Bisnis.com, JAKARTA – Industri perdagangan aset kripto ramai dengan isu decentralized exchange (DEX) dan centralized exchange (CEX) dalam beberapa tahun belakangan. Apa bedanya?
Founder & CEO PINTU Jeth Soetoyo menjelaskan bahwa penggunaan DEX dan CEX pada akhirnya hanya merupakan sebuah spektrum, dan keduanya bisa berjalan berdampingan.
“Seperti halnya kita membutuhkan bank dan dompet fisik untuk menyimpan uang, beberapa orang lebih memilih untuk menyimpan crypto di DEX, sementara yang lain lebih memilih di CEX, tergantung pada kebutuhan masing-masing individu,” jelasnya dalam keterangan resmi, Rabu (30/8/2023).
Sebagai gambaran, perbedaan CEX dan DEX sebenarnya hanya terkait pendekatan transaksi aset. CEX melibatkan sebuah organisasi pusat yang berperan sebagai pihak ketiga dalam menyimpan aset, menetapkan biaya-biaya, dan mengatur pertukaran. Sementara DEX memanfaatkan blockchain sebagai bursa peer-to-peer alias mempertemukan penjual dan pembeli aset.
Oleh sebab itu, keunggulan CEX berada dari sisi volume transaksi dan likuiditas tinggi, namun biasanya terpusat, berada di bawah regulasi suatu pemerintah, dan lebih rentan terhadap peretasan atau scam.
Sementara itu, DEX cenderung memiliki fungsionalitas yang terbatas, namun memiliki keuntungan berupa keamanan yang lebih terjamin karena semua transaksi dilakukan tanpa melalui perantara pihak ketiga dan setiap pihak memegang kunci privat secara mandiri.
Baca Juga
“Meskipun saya setuju bahwa industri kripto bergerak menuju Web3 dan decentralized finance (DeF)i, tetapi mengelola kunci dan wallet secara mandiri bukanlah konsep yang mudah bagi banyak orang.

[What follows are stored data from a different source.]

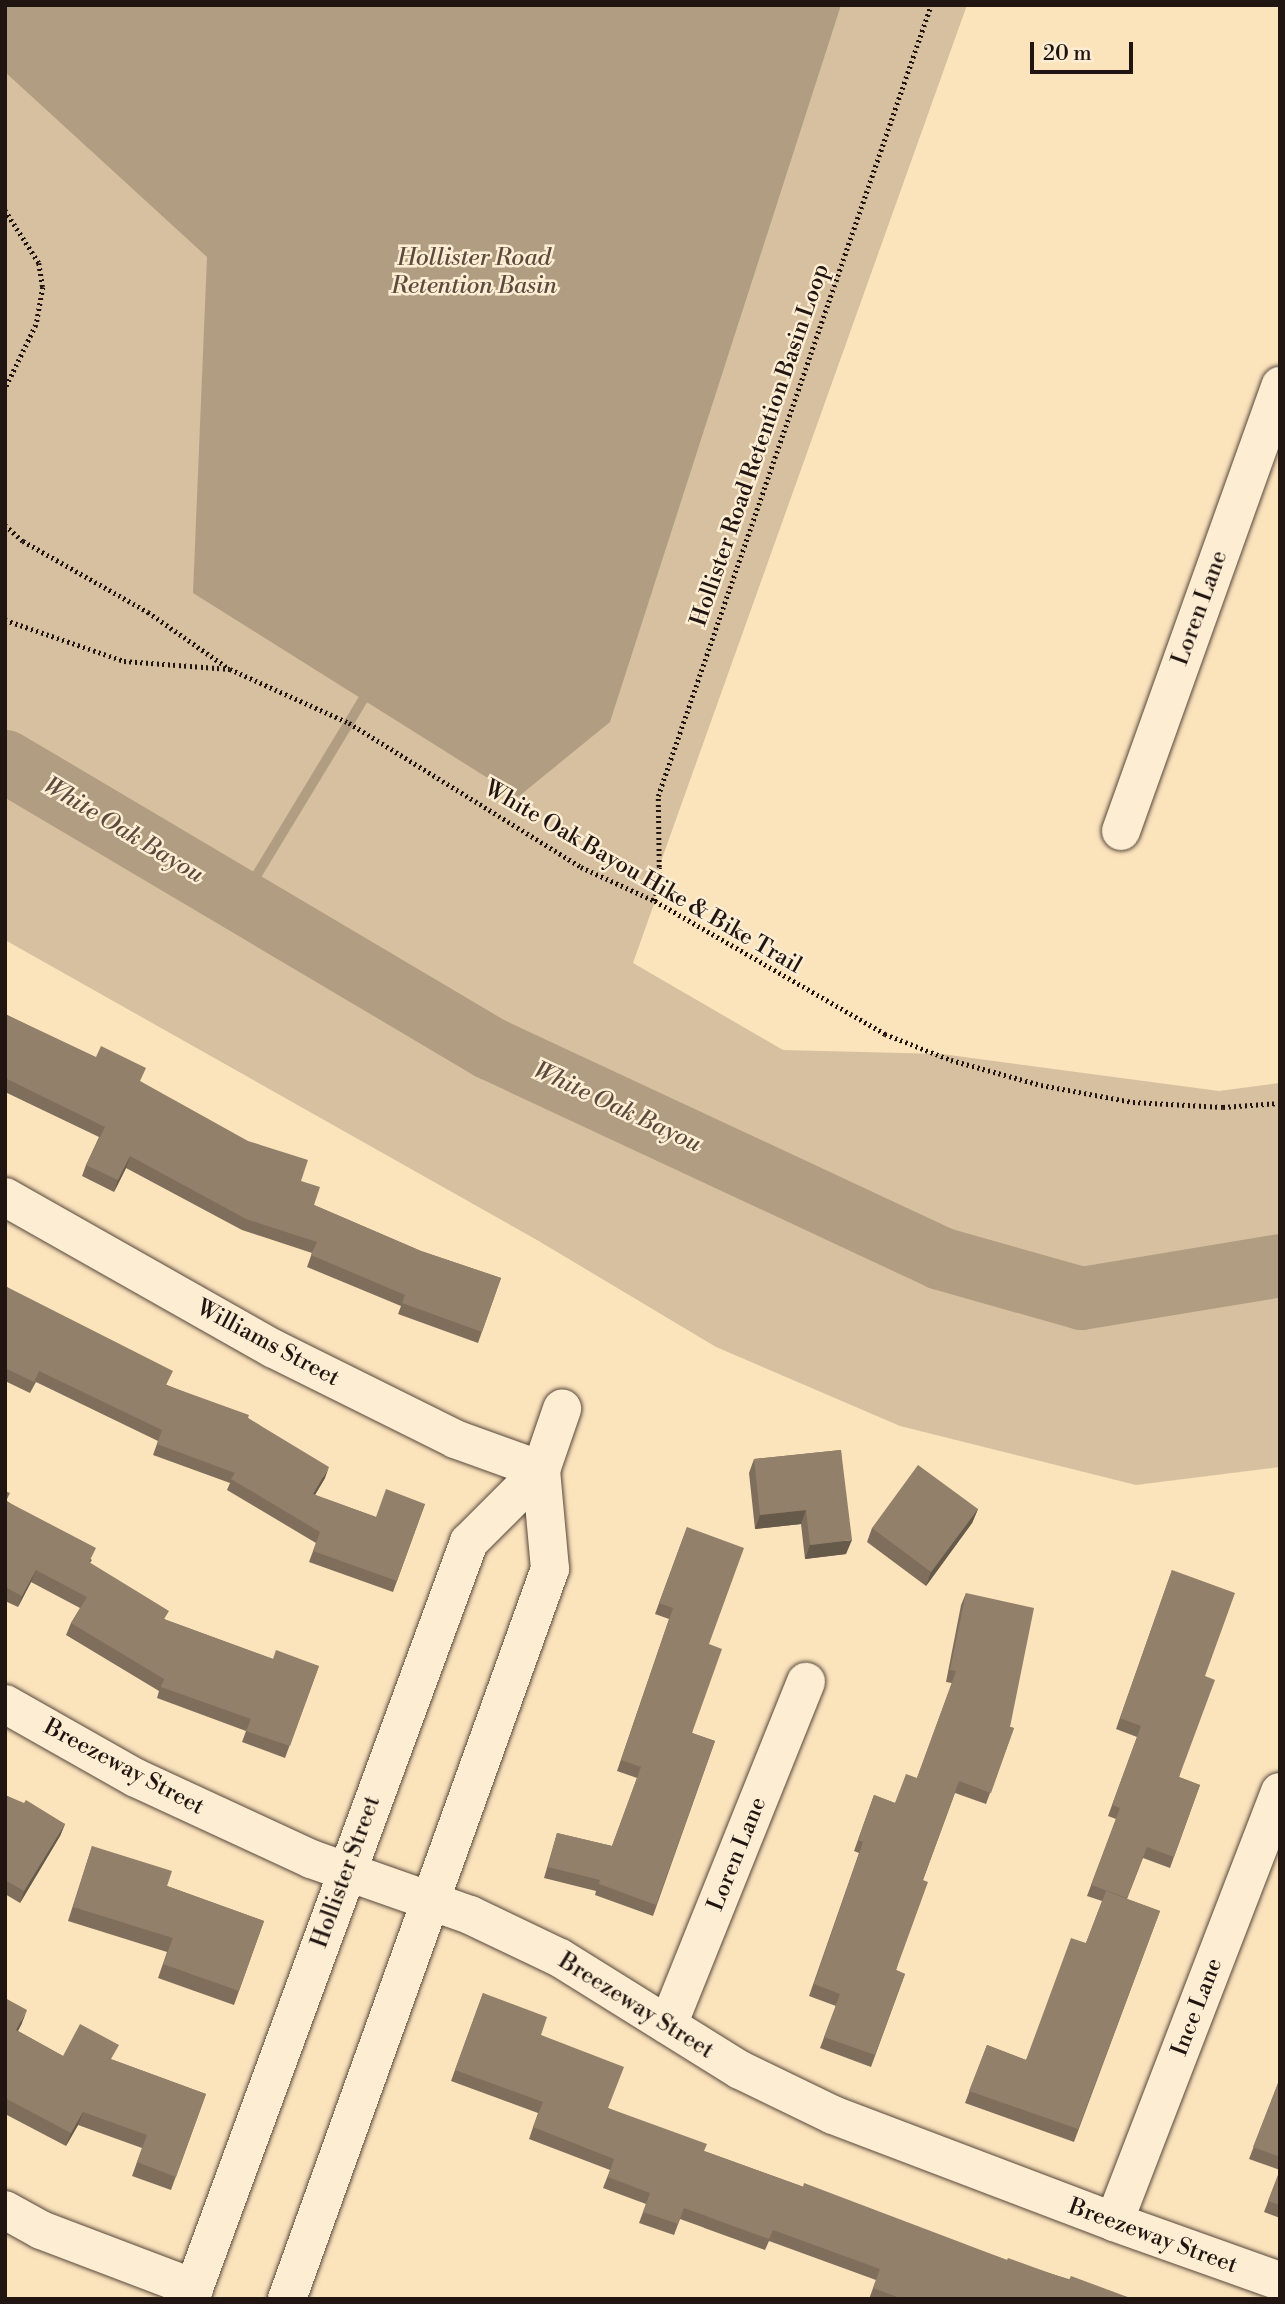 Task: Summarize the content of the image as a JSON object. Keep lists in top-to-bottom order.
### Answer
{
  "streets": {
    "street": [
      "Loren Lane",
      "Williams Street",
      "Breezeway Street",
      "Hollister Street",
      "Ince Lane"
    ],
    "path": ["Hollister Road Retention Basin Loop", "White Oak Bayou Hike & Bike Trail"]
  },
  "crossings": [
    ["Hollister Road Retention Basin Loop", "White Oak Bayou Hike & Bike Trail"],
    ["Loren Lane", "Breezeway Street"],
    ["Williams Street", "Hollister Street"],
    ["Breezeway Street", "Hollister Street"],
    ["Breezeway Street", "Ince Lane"]
  ],
  "water": ["Hollister Road Retention Basin", "White Oak Bayou"],
  "scale_bar": "20 m"
}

Oleh karenanya, saya percaya bahwa DEX maupun CEX bisa berjalan berdampingan,” tambahnya.
Jeth menjelaskan bahwa berdasarkan laporan dari Coinmarketcap, pada semester I/2023 total volume perdagangan CEX mencapai U$1,67 triliun, mengungguli DEX yang hanya berkontribusi sebesar U$189 miliar.
Menurutnya, ada tiga faktor yang setidaknya mendorong volume perdagangan berbasis DEX dan CEX. Pertama, kemudahan dalam berinvestasi pada aset kripto yang menarik bagi banyak orang, didorong lahirnya DEX dan CEX yang memberikan kemudahan investasi dan menyimpan aset.

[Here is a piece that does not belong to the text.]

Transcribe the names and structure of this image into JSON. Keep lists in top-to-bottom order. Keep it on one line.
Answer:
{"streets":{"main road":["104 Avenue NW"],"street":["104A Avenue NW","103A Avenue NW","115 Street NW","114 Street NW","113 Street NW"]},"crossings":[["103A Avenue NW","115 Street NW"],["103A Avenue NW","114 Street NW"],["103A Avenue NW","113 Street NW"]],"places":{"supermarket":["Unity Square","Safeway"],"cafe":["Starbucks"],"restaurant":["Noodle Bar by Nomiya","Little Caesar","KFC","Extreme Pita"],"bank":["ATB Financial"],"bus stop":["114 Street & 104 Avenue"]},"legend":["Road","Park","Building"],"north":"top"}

“Kedua, profil risiko dari pengguna di Asia khususnya Indonesia yang menyukai produk keuangan high risk high return. Faktor ketiga, yaitu peran regulator atas rumusan regulasi yang ramah bagi ekosistem kripto khususnya di Indonesia. Dalam setahun terakhir, regulasi kripto di Asia Tenggara lebih dinamis dibandingkan dengan negara barat. Kami sangat mengapresiasi peran aktif pemerintah dalam mendukung kemajuan industri kripto,” ujar Jeth.

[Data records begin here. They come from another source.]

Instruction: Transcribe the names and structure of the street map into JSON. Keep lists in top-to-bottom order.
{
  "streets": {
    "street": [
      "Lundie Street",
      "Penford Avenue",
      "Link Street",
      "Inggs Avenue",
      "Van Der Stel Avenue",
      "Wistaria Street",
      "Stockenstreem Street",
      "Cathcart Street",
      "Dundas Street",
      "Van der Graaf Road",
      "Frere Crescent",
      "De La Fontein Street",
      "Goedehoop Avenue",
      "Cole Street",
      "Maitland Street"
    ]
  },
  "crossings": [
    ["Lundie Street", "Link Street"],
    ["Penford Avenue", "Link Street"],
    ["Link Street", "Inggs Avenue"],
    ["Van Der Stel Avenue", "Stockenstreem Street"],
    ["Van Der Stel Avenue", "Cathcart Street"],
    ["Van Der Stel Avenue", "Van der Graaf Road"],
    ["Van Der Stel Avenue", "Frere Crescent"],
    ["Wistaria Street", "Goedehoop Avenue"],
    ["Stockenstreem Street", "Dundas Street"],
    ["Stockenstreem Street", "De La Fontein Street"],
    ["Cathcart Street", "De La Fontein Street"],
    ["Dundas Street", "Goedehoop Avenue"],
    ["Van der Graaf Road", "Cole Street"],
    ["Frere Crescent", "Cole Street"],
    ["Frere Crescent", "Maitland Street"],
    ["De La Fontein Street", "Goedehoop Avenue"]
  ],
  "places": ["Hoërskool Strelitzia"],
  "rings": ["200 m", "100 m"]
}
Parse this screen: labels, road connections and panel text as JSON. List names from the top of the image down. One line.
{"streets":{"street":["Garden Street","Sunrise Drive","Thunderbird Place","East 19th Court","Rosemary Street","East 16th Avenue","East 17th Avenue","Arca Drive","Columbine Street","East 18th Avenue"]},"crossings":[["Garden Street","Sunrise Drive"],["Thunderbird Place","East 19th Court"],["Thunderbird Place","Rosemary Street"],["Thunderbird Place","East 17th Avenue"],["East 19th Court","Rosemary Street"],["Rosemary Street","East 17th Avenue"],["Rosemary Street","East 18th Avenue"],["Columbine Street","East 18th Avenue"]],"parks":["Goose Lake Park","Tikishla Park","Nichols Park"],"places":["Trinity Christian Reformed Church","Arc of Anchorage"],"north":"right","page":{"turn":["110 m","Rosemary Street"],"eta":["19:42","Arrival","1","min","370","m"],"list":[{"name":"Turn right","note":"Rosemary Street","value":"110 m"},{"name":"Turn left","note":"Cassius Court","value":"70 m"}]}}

Terlebih, baru-baru ini pemerintah melalui Kementerian Perdagangan resmi meluncurkan bursa kripto melalui keputusan Kepala Bappebti Nomor 01/BAPPEBTI/SP-BBAK/07/2023.
Adapun, PT Bursa Komoditi Nusantara atau Commodity Future Exchange (CFX) terpilih menjadi pengelola bursa aset crypto Indonesia. PINTU pun mendukung secara penuh pendirian Bursa Kripto Nusantara (BKN) yang diharapkan memperkuat daya saing dan penetrasi aset kripto di Indonesia.
Selain itu, menurutnya regulasi di Tanah Air saat ini sedang bertransisi dari Badan Pengawas Perdagangan Berjangka Komoditi (BAPPEBTI) ke Otoritas Jasa Keuangan (OJK).
Kerangka yang digunakan adalah untuk memisahkan peran dari sebuah bursa, kliring, penyimpanan aset, dan pialang agar terdapat akuntabilitas dari berbagai peserta untuk bagian bisnis yang berbeda.
“Tentu dengan lebih jelasnya aturan mengenai industri kripto, diharapkan dapat mendorong peningkatan penetrasi investasi kripto di Indonesia serta memberikan keamanan penuh bagi investor dan juga para pelaku di industri,” terang Jeth.